Caddy is a tool built with simplicity in mind to manage web servers and automatic SSL. Caddy is quick to configure out of the box whether it's running on a new machine or integrating into your existing web servers. The goal of this guide is to outline the steps to setup Caddy to manage SSL certificates for your Binfer Enterprise Server.
NOTE: If you already have an SSL cert for the subdomain chosen or you have a wildcard SSL cert for your domain, we recommend following Deploying Behind IIS
This guide starts with the following assumptions:
- There is already a domain (or subdomain) set that points to the web server where Binfer's Enterprise Server is running
- Port 80 and port 443 are open on both the local firewall present on the system and any network firewall that might be present
- Binfer's Enterprise Server is already installed and is running without issue using HTTP
- You have admin access to the machine hosting Binfer's Enterprise Server.
- First, you will need to download the Caddy package which can be found here
- Next you will need to create a directory to unzip your files to. In our examples we create a folder called Caddy under the C: drive so that our files are under the location C:Caddy
Note: Caddy can run from any directory, but if you choose to use a different directory than what is provided in this example there will be extra configuration steps below.
- Once the directory is unpacked, you should right click on the file called Caddyfile and open it in an editor so that you can edit it. Replace xxx.xxx.com with your domain or subdomain and replace 8080 with whichever port you provided to the Binfer Enterprise Server during installation. Once modified, you can save and close this file
- Next, run the file labeled start.bat to test that the Caddy configuration is working. You will see several logs as Caddy generates SSL certs for your domain
Note: If you chose to install Caddy in a different directory, you will need to first edit start.bat so that the first line navigates into the correct directory
- Once the SSL certs have been generated you should be able to test everything is working by connecting to your domain locally. Caddy should redirect any HTTP connections automatically to HTTPS so you can connect the way you are used to
- You can verify Caddy is working by checking in the corner of your browser for a lock icon to show your connection is secure or the prefix https:// in front of your URL
- Once you've verified that Caddy is working locally, you can close the command prompt window that opened when you launched start.bat. This will stop Caddy so that you can set it up as a service
Running Caddy as a Service
- Right click the file labeled installService.bat and select 'Run as Administrator'
Note: If you chose to install Caddy in a different directory, you will need to first edit installService.bat so that the first line navigates into the correct directory
- In the windows search bar enter 'Services' and select 'Run as Administrator'
- Once the Services window is open you should see a service labeled Caddy Web Server (Powered by WinSW). Right click the service and select 'Start'
- Caddy should now be running as a background service and you can once again connect locally to verify the result
Configuring Binfer to run with HTTPS
- Navigate to the UI of your Binfer Enterprise Server instance
- From the left hand navigation select SETTINGS. Then from the settings select NETWORK
- In the network settings enter port 443 as your domain port
- Next, check the box next to Is HTTPS?
- Finally, click the save button next to the is HTTPS? checkbox to confirm your new settings
- When you save, your test URL should update to use the https:// protocol. Your Binfer instance is now configured to use HTTPS!

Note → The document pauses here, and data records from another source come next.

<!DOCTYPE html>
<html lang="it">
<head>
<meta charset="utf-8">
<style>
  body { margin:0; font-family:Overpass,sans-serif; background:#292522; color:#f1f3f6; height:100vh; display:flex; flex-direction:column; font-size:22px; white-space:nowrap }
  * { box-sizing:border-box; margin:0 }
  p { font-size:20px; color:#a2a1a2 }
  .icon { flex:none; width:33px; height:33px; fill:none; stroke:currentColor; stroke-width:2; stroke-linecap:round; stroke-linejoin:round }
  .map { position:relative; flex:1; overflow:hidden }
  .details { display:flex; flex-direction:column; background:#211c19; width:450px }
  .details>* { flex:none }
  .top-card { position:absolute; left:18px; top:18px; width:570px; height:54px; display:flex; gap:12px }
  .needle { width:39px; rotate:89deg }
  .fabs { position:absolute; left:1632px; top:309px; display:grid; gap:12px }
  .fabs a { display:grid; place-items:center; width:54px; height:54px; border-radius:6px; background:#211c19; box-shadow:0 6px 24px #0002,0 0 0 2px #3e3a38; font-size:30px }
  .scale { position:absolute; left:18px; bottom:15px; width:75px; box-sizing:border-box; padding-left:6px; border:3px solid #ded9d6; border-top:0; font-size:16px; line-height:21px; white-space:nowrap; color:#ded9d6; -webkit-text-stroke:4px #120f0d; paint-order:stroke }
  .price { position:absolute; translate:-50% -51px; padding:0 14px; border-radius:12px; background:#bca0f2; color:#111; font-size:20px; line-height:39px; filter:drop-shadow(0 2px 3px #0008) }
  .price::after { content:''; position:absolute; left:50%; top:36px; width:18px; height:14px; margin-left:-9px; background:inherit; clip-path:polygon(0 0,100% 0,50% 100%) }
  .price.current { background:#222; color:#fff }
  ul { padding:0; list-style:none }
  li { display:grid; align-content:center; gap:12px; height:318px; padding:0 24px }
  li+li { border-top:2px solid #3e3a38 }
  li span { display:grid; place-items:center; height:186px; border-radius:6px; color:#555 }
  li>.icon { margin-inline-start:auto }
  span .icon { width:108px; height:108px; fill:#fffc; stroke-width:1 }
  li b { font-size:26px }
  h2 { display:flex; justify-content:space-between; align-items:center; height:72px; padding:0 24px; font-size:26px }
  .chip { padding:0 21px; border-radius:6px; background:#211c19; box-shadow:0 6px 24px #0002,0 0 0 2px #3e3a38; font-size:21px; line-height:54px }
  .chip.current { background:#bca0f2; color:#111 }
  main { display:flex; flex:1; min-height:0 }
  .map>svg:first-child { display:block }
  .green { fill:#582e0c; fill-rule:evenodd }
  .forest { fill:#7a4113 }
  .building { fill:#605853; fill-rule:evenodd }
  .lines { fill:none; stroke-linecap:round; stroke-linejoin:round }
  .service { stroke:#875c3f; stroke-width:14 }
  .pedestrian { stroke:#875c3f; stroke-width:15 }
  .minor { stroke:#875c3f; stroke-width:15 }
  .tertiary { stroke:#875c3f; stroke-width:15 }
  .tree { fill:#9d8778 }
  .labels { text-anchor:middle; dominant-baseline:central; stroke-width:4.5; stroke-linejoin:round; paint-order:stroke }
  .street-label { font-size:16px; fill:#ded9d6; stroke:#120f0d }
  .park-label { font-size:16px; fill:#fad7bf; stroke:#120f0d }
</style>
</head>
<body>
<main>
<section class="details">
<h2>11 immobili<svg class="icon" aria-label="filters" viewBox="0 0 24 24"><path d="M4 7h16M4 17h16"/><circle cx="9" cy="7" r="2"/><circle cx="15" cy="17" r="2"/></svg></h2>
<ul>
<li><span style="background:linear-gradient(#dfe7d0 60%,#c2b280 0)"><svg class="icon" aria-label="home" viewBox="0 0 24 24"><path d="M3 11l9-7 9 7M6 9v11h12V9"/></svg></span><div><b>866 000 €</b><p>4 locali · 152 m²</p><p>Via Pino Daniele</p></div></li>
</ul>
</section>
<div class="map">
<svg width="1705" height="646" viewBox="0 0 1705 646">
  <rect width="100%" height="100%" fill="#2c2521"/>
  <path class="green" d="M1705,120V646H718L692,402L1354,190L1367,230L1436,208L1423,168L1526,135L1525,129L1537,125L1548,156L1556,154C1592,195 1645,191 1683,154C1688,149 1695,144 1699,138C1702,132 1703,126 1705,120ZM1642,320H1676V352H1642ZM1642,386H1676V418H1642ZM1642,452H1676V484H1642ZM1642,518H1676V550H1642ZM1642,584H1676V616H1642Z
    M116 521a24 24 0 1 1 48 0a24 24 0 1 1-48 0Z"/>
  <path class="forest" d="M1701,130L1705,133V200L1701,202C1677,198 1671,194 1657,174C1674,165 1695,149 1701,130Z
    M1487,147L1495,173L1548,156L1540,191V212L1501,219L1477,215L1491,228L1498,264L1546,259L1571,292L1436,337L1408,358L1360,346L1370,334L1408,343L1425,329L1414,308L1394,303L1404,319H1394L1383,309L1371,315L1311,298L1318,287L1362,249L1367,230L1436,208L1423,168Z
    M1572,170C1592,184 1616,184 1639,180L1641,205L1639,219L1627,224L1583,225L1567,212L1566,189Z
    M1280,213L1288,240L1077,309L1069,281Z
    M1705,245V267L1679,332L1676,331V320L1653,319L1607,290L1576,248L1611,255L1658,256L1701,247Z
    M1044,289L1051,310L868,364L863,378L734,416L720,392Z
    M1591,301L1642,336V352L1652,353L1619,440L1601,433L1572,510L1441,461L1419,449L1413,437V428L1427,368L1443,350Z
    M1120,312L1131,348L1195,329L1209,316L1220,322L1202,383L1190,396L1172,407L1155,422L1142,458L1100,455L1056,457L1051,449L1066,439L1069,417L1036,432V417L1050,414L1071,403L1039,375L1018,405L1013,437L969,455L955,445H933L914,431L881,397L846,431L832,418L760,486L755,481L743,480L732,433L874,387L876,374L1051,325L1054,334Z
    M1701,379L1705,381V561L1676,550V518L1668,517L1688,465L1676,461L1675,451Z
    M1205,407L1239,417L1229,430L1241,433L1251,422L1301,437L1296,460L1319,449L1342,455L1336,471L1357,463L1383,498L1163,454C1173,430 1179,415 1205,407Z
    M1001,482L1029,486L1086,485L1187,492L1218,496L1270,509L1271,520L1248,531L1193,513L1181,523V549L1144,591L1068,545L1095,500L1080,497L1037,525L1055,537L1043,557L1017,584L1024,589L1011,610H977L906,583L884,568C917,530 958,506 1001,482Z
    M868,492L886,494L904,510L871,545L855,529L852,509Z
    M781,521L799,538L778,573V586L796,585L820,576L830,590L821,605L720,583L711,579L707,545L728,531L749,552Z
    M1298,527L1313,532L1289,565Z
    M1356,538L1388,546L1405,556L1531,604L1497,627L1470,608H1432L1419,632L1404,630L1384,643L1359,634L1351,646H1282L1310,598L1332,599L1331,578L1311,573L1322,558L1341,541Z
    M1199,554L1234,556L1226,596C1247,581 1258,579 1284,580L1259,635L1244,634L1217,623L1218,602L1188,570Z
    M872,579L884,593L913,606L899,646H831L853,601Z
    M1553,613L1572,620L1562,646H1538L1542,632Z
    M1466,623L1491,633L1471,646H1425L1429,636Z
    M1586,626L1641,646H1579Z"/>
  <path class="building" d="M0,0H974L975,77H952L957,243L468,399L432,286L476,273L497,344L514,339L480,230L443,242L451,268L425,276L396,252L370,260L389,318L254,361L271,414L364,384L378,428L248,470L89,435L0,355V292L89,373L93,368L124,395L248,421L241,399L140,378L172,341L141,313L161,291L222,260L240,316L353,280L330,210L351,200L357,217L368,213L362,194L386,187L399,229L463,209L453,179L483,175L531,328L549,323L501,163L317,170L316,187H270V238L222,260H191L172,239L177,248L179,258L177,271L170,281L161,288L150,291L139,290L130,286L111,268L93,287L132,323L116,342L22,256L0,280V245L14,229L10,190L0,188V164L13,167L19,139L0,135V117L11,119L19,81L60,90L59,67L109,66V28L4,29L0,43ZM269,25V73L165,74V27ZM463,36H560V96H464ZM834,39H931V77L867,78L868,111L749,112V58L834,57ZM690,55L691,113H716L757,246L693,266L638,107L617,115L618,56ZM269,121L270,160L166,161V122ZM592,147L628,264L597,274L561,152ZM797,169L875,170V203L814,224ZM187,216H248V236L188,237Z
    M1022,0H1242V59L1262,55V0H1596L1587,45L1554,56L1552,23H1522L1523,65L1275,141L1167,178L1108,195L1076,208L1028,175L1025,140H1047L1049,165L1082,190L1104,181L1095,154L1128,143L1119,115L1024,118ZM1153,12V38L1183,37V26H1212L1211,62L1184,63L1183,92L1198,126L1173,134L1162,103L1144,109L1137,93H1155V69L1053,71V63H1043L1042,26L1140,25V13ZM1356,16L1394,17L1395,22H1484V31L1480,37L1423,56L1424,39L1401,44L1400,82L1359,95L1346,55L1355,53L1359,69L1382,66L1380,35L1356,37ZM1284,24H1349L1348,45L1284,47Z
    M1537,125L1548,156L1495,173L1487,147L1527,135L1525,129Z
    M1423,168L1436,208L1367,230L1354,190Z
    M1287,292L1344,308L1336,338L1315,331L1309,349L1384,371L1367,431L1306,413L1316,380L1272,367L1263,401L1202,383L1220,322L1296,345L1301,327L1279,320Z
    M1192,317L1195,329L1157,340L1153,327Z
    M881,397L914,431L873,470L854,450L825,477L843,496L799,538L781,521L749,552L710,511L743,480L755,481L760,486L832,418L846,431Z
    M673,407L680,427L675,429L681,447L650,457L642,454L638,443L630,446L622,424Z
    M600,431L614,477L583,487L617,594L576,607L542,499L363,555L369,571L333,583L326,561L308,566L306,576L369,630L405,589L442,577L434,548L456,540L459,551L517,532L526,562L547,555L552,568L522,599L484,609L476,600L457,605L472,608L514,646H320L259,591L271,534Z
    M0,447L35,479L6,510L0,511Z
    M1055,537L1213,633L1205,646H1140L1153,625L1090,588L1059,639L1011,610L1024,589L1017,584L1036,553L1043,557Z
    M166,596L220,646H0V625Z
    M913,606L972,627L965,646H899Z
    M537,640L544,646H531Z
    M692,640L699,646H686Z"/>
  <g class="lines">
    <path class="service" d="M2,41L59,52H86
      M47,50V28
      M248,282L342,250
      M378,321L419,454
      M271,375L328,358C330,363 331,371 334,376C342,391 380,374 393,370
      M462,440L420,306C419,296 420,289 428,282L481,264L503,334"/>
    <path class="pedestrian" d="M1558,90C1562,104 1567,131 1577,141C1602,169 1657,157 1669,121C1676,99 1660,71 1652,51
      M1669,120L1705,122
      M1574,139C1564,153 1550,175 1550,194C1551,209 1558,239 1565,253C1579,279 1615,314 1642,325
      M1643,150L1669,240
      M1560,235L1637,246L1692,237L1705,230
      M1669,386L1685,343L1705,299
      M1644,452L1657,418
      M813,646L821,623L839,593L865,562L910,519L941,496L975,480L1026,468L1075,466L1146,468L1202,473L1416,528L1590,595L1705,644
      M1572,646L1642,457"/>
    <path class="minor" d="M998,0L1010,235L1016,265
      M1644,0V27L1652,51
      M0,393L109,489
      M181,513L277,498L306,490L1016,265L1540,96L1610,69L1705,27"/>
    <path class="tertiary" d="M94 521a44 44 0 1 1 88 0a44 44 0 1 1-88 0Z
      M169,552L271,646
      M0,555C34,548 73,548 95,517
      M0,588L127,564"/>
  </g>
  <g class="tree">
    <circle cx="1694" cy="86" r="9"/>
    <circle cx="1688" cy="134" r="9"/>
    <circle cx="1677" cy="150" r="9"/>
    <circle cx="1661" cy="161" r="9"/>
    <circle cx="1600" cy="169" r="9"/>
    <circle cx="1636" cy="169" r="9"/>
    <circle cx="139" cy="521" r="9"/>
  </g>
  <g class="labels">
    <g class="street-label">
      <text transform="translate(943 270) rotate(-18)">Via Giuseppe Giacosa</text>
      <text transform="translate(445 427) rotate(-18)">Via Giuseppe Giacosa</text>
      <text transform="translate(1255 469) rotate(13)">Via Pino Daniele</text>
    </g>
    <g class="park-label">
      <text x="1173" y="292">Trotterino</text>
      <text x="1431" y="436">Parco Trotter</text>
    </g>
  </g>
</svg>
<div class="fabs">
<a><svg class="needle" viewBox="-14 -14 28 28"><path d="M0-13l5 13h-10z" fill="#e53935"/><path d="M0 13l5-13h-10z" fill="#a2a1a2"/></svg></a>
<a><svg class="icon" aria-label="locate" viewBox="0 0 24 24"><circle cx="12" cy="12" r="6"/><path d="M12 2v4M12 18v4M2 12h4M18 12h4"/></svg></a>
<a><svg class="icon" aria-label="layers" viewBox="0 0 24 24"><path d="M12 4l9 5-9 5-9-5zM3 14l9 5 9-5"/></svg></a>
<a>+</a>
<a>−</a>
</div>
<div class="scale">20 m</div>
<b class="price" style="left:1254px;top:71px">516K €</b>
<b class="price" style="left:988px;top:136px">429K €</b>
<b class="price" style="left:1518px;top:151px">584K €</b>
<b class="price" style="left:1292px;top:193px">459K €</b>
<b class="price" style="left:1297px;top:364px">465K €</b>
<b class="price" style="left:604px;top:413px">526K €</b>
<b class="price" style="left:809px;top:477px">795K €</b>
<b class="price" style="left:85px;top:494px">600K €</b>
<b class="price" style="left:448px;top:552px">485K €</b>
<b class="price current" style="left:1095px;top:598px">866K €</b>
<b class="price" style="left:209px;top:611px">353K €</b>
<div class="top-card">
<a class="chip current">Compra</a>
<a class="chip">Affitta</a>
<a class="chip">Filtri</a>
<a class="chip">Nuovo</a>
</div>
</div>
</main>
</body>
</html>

I can connect locally but I cannot connect from a remote machine
This is likely a firewall issue. Please make sure that port 443 is open on both your network firewall and the firewall on the local machine.
I need Caddy to integrate into my current web architecture
Caddy is highly customizable. This guide is meant to be just a brief overview to get it working for Binfer’s Enterprise Server but for more advanced configurations please review Caddy’s documentation here.